#### [Task statement]
Transcribe the entries that follow, word for word.

#### [Data extract]
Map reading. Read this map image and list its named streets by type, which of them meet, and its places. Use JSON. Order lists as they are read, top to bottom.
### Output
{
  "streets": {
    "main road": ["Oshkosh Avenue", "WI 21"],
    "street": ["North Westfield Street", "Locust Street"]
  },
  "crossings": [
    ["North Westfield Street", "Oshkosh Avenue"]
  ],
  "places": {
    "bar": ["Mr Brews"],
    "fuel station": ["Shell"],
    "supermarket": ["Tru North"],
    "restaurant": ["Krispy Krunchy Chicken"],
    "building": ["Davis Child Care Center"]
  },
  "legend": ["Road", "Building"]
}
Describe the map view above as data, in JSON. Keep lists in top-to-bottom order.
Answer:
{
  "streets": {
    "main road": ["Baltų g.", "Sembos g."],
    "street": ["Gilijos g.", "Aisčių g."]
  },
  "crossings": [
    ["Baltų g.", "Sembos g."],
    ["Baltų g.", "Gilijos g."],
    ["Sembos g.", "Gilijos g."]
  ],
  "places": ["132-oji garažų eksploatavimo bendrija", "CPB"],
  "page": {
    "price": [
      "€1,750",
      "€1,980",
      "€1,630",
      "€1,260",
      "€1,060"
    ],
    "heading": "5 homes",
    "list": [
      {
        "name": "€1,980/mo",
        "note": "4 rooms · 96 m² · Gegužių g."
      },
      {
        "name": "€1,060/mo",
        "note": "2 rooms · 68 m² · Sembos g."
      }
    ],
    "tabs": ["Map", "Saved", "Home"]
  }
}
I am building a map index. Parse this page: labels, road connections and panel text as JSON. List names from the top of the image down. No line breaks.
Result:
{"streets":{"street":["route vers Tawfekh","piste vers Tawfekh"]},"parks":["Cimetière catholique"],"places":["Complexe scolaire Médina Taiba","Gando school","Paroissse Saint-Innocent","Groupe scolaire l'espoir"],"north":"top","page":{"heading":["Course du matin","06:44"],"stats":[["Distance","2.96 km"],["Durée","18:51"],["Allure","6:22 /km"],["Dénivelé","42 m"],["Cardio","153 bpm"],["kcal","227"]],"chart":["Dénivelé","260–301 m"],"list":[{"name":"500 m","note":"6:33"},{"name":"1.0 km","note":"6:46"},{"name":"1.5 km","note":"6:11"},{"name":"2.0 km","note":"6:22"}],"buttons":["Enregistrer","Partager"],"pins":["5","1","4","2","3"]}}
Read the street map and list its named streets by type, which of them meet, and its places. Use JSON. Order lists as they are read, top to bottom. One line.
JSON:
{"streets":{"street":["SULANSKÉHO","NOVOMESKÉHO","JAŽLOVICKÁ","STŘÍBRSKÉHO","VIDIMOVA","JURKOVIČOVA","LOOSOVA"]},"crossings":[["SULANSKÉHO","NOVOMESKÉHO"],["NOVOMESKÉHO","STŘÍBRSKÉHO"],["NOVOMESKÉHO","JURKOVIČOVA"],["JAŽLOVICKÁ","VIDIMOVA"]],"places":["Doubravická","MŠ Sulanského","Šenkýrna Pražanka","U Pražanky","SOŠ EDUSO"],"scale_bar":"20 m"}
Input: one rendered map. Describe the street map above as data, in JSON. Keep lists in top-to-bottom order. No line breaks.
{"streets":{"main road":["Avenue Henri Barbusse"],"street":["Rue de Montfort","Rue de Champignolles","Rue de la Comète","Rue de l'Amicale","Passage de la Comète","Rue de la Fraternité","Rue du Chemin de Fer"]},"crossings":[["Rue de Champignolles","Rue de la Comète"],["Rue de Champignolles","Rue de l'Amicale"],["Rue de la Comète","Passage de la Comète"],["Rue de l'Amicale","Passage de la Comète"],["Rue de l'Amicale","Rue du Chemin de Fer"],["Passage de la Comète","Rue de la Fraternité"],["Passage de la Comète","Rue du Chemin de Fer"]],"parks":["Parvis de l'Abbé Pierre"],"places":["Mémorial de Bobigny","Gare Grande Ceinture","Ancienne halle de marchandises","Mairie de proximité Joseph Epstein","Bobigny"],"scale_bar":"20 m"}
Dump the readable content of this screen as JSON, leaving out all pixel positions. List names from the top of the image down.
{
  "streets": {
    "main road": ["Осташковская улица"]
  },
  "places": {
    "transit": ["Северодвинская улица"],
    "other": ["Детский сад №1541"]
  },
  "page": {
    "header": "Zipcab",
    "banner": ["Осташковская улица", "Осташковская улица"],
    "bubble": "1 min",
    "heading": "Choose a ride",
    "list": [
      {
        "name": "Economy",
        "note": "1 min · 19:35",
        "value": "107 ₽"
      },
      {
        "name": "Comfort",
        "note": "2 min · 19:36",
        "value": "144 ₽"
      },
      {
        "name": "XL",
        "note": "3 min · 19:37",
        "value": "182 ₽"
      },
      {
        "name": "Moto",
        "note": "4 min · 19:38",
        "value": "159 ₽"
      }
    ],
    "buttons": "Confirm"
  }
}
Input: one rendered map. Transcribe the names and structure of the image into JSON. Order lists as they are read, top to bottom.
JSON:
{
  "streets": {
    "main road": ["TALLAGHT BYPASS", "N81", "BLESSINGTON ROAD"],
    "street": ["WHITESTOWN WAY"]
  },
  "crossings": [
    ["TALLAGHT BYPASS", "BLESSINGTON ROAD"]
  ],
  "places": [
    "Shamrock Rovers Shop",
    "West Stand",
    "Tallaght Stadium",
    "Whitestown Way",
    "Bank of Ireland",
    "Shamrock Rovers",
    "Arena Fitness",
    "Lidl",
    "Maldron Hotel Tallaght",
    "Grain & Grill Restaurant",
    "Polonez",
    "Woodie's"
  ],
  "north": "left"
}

#### [Answer to the problem]
Map reading. Read this map image and list its named streets by type, which of them meet, and its places. Use JSON. Order lists as they are read, top to bottom.
### Output
{
  "streets": {
    "main road": ["Oshkosh Avenue", "WI 21"],
    "street": ["North Westfield Street", "Locust Street"]
  },
  "crossings": [
    ["North Westfield Street", "Oshkosh Avenue"]
  ],
  "places": {
    "bar": ["Mr Brews"],
    "fuel station": ["Shell"],
    "supermarket": ["Tru North"],
    "restaurant": ["Krispy Krunchy Chicken"],
    "building": ["Davis Child Care Center"]
  },
  "legend": ["Road", "Building"]
}
Describe the map view above as data, in JSON. Keep lists in top-to-bottom order.
Answer:
{
  "streets": {
    "main road": ["Baltų g.", "Sembos g."],
    "street": ["Gilijos g.", "Aisčių g."]
  },
  "crossings": [
    ["Baltų g.", "Sembos g."],
    ["Baltų g.", "Gilijos g."],
    ["Sembos g.", "Gilijos g."]
  ],
  "places": ["132-oji garažų eksploatavimo bendrija", "CPB"],
  "page": {
    "price": [
      "€1,750",
      "€1,980",
      "€1,630",
      "€1,260",
      "€1,060"
    ],
    "heading": "5 homes",
    "list": [
      {
        "name": "€1,980/mo",
        "note": "4 rooms · 96 m² · Gegužių g."
      },
      {
        "name": "€1,060/mo",
        "note": "2 rooms · 68 m² · Sembos g."
      }
    ],
    "tabs": ["Map", "Saved", "Home"]
  }
}
I am building a map index. Parse this page: labels, road connections and panel text as JSON. List names from the top of the image down. No line breaks.
Result:
{"streets":{"street":["route vers Tawfekh","piste vers Tawfekh"]},"parks":["Cimetière catholique"],"places":["Complexe scolaire Médina Taiba","Gando school","Paroissse Saint-Innocent","Groupe scolaire l'espoir"],"north":"top","page":{"heading":["Course du matin","06:44"],"stats":[["Distance","2.96 km"],["Durée","18:51"],["Allure","6:22 /km"],["Dénivelé","42 m"],["Cardio","153 bpm"],["kcal","227"]],"chart":["Dénivelé","260–301 m"],"list":[{"name":"500 m","note":"6:33"},{"name":"1.0 km","note":"6:46"},{"name":"1.5 km","note":"6:11"},{"name":"2.0 km","note":"6:22"}],"buttons":["Enregistrer","Partager"],"pins":["5","1","4","2","3"]}}
Read the street map and list its named streets by type, which of them meet, and its places. Use JSON. Order lists as they are read, top to bottom. One line.
JSON:
{"streets":{"street":["SULANSKÉHO","NOVOMESKÉHO","JAŽLOVICKÁ","STŘÍBRSKÉHO","VIDIMOVA","JURKOVIČOVA","LOOSOVA"]},"crossings":[["SULANSKÉHO","NOVOMESKÉHO"],["NOVOMESKÉHO","STŘÍBRSKÉHO"],["NOVOMESKÉHO","JURKOVIČOVA"],["JAŽLOVICKÁ","VIDIMOVA"]],"places":["Doubravická","MŠ Sulanského","Šenkýrna Pražanka","U Pražanky","SOŠ EDUSO"],"scale_bar":"20 m"}
Input: one rendered map. Describe the street map above as data, in JSON. Keep lists in top-to-bottom order. No line breaks.
{"streets":{"main road":["Avenue Henri Barbusse"],"street":["Rue de Montfort","Rue de Champignolles","Rue de la Comète","Rue de l'Amicale","Passage de la Comète","Rue de la Fraternité","Rue du Chemin de Fer"]},"crossings":[["Rue de Champignolles","Rue de la Comète"],["Rue de Champignolles","Rue de l'Amicale"],["Rue de la Comète","Passage de la Comète"],["Rue de l'Amicale","Passage de la Comète"],["Rue de l'Amicale","Rue du Chemin de Fer"],["Passage de la Comète","Rue de la Fraternité"],["Passage de la Comète","Rue du Chemin de Fer"]],"parks":["Parvis de l'Abbé Pierre"],"places":["Mémorial de Bobigny","Gare Grande Ceinture","Ancienne halle de marchandises","Mairie de proximité Joseph Epstein","Bobigny"],"scale_bar":"20 m"}
Dump the readable content of this screen as JSON, leaving out all pixel positions. List names from the top of the image down.
{
  "streets": {
    "main road": ["Осташковская улица"]
  },
  "places": {
    "transit": ["Северодвинская улица"],
    "other": ["Детский сад №1541"]
  },
  "page": {
    "header": "Zipcab",
    "banner": ["Осташковская улица", "Осташковская улица"],
    "bubble": "1 min",
    "heading": "Choose a ride",
    "list": [
      {
        "name": "Economy",
        "note": "1 min · 19:35",
        "value": "107 ₽"
      },
      {
        "name": "Comfort",
        "note": "2 min · 19:36",
        "value": "144 ₽"
      },
      {
        "name": "XL",
        "note": "3 min · 19:37",
        "value": "182 ₽"
      },
      {
        "name": "Moto",
        "note": "4 min · 19:38",
        "value": "159 ₽"
      }
    ],
    "buttons": "Confirm"
  }
}
Input: one rendered map. Transcribe the names and structure of the image into JSON. Order lists as they are read, top to bottom.
JSON:
{
  "streets": {
    "main road": ["TALLAGHT BYPASS", "N81", "BLESSINGTON ROAD"],
    "street": ["WHITESTOWN WAY"]
  },
  "crossings": [
    ["TALLAGHT BYPASS", "BLESSINGTON ROAD"]
  ],
  "places": [
    "Shamrock Rovers Shop",
    "West Stand",
    "Tallaght Stadium",
    "Whitestown Way",
    "Bank of Ireland",
    "Shamrock Rovers",
    "Arena Fitness",
    "Lidl",
    "Maldron Hotel Tallaght",
    "Grain & Grill Restaurant",
    "Polonez",
    "Woodie's"
  ],
  "north": "left"
}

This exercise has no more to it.